Despite ICC’s Financial and Commercial Affairs Committee (F&CA) chief Ehsan Mani as well as Cricket Australia making it clear time and again that hosting a T20 World Cup in the October-November window is practically impossible, the ICC hasn”t made an official announcement and that hasn”t impressed the Board of Control for Cricket in India (BCCI).
Speaking to IANS, a BCCI official said that it is only the ICC which has kept speaking about delaying the inevitable announcing a postponement even as Cricket Australia chairman Earl Eddings wrote to the international body that it looks highly unlikely that a T20 World Cup can be hosted in these trying times.
“As it is there were so many logistical difficulties and that is perfectly understandable. The Australian government has been addressing the public health issue efficiently and there are regulations in place which are crucial to address the challenges.
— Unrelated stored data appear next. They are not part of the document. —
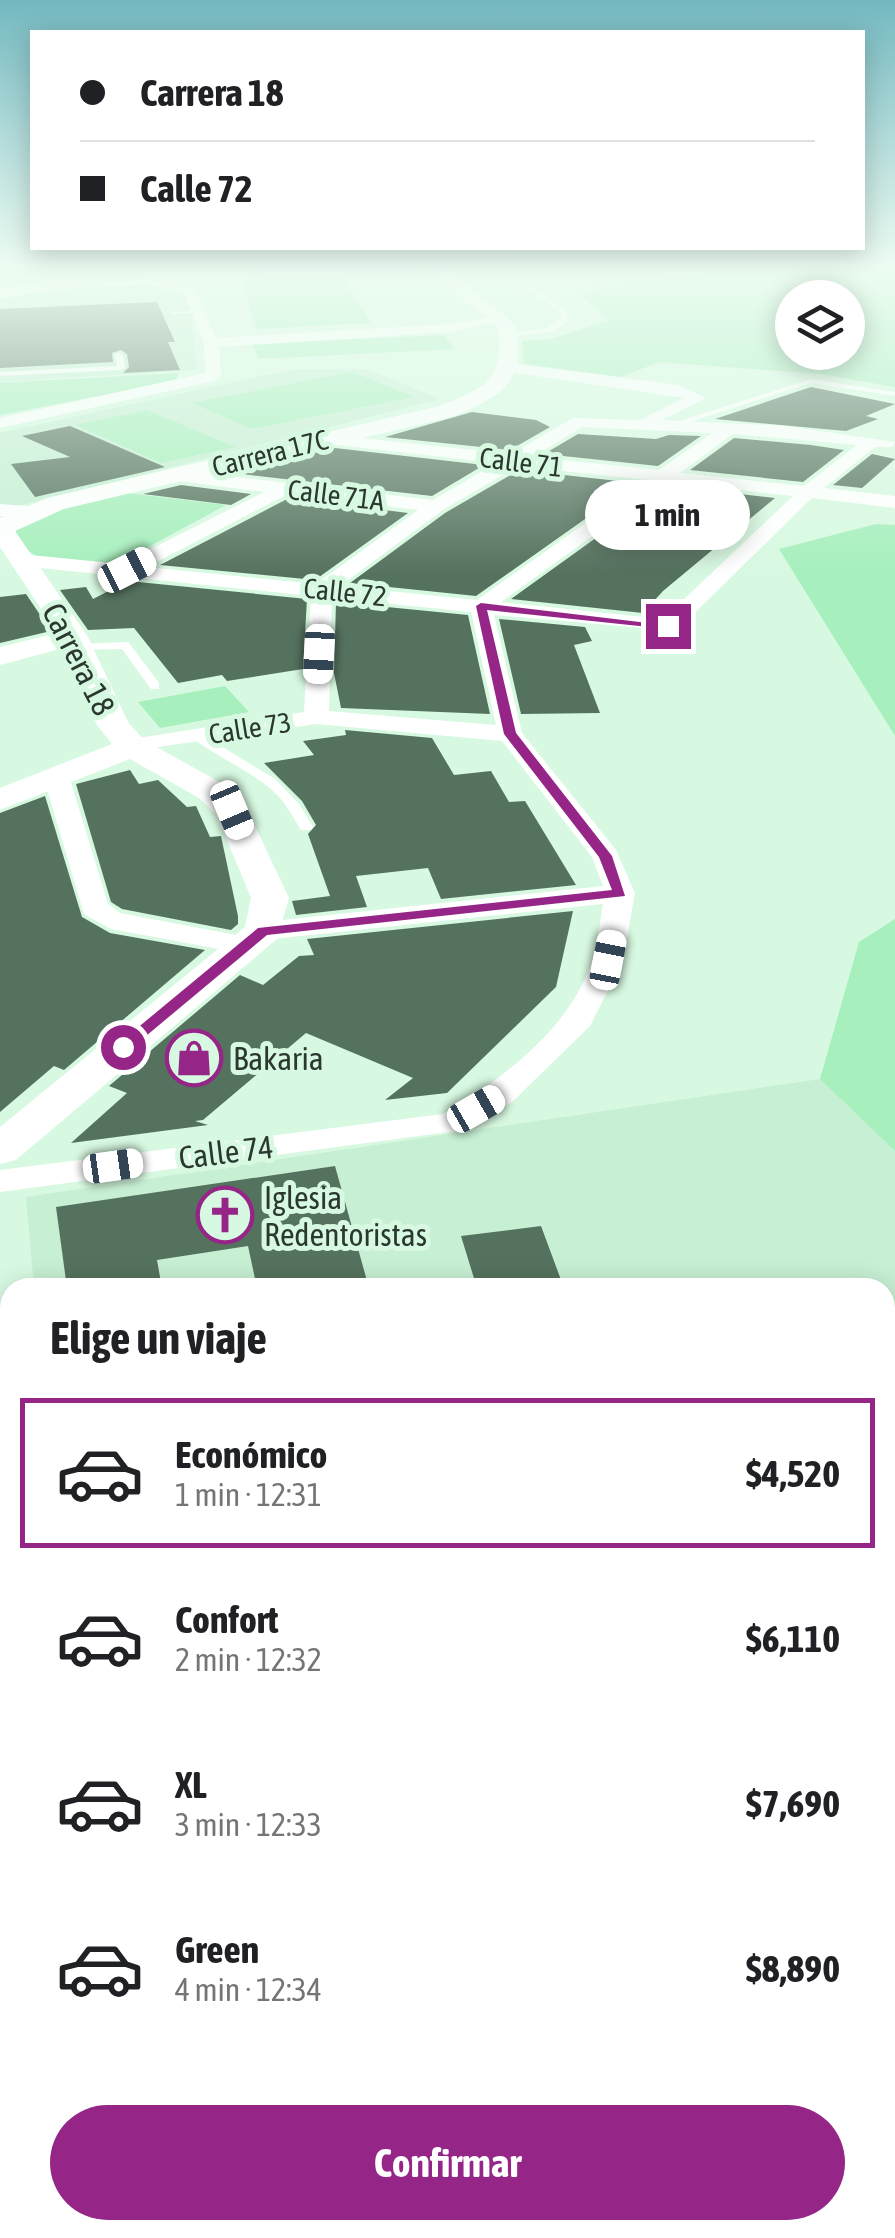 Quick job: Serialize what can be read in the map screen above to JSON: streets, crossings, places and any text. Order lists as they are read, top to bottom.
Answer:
{
  "streets": {
    "street": [
      "Carrera 17C",
      "Calle 71",
      "Calle 71A",
      "Calle 72",
      "Carrera 18",
      "Calle 73",
      "Calle 74"
    ]
  },
  "crossings": [
    ["Carrera 17C", "Calle 71"],
    ["Carrera 17C", "Calle 71A"],
    ["Carrera 17C", "Carrera 18"],
    ["Calle 71", "Calle 72"],
    ["Calle 72", "Carrera 18"],
    ["Carrera 18", "Calle 73"]
  ],
  "places": {
    "shop": ["Bakaria"],
    "church": ["Iglesia Redentoristas"]
  },
  "page": {
    "banner": ["Carrera 18", "Calle 72"],
    "bubble": "1 min",
    "heading": "Elige un viaje",
    "list": [
      {
        "name": "Económico",
        "note": "1 min · 12:31",
        "value": "$4,520"
      },
      {
        "name": "Confort",
        "note": "2 min · 12:32",
        "value": "$6,110"
      },
      {
        "name": "XL",
        "note": "3 min · 12:33",
        "value": "$7,690"
      },
      {
        "name": "Green",
        "note": "4 min · 12:34",
        "value": "$8,890"
      }
    ],
    "buttons": "Confirmar"
  }
}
In that background even Cricket Australia has been practical in their assessment of the situation.
“With this present situation where Melbourne is in lockdown, the ICC really must take the final call of closure on the issue if they have any concept of responsible decision making,” the official said.
Not just CA chairman Eddings, but also Mani who is also the PCB chief recently told the media that the T20 World Cup cannot be held in a bio-secure environment.
“We have had a lot of discussions and the feeling is it (T20 World Cup) would not be possible this year. ICC has World Cups lined up in 2021 and 2023, so we have a gap year where we can adjust this event. God forbid if some player(s) falls ill or mishap occurs during the tournament, it will have a big impact and create panic in the cricket world and we can”t take that risk. Having a bio-bubble environment is feasible for say a bilateral series like Pakistan in England, but it is very difficult when 16 teams are involved,” he had said.
Cricket Australia’s interim CEO Nick Hockley echoed the sentiments when he said the biggest challenge was to get the players from so many teams into the country.
“Our biggest challenge is getting 15 teams into the country. If I compare it with the prospect of a bilateral tour, you”re talking about bringing one team in and then playing individual matches. But the prospect of bringing 15 teams in and having six or seven teams in one city at the same time, it”s a much more complex exercise,” he had said.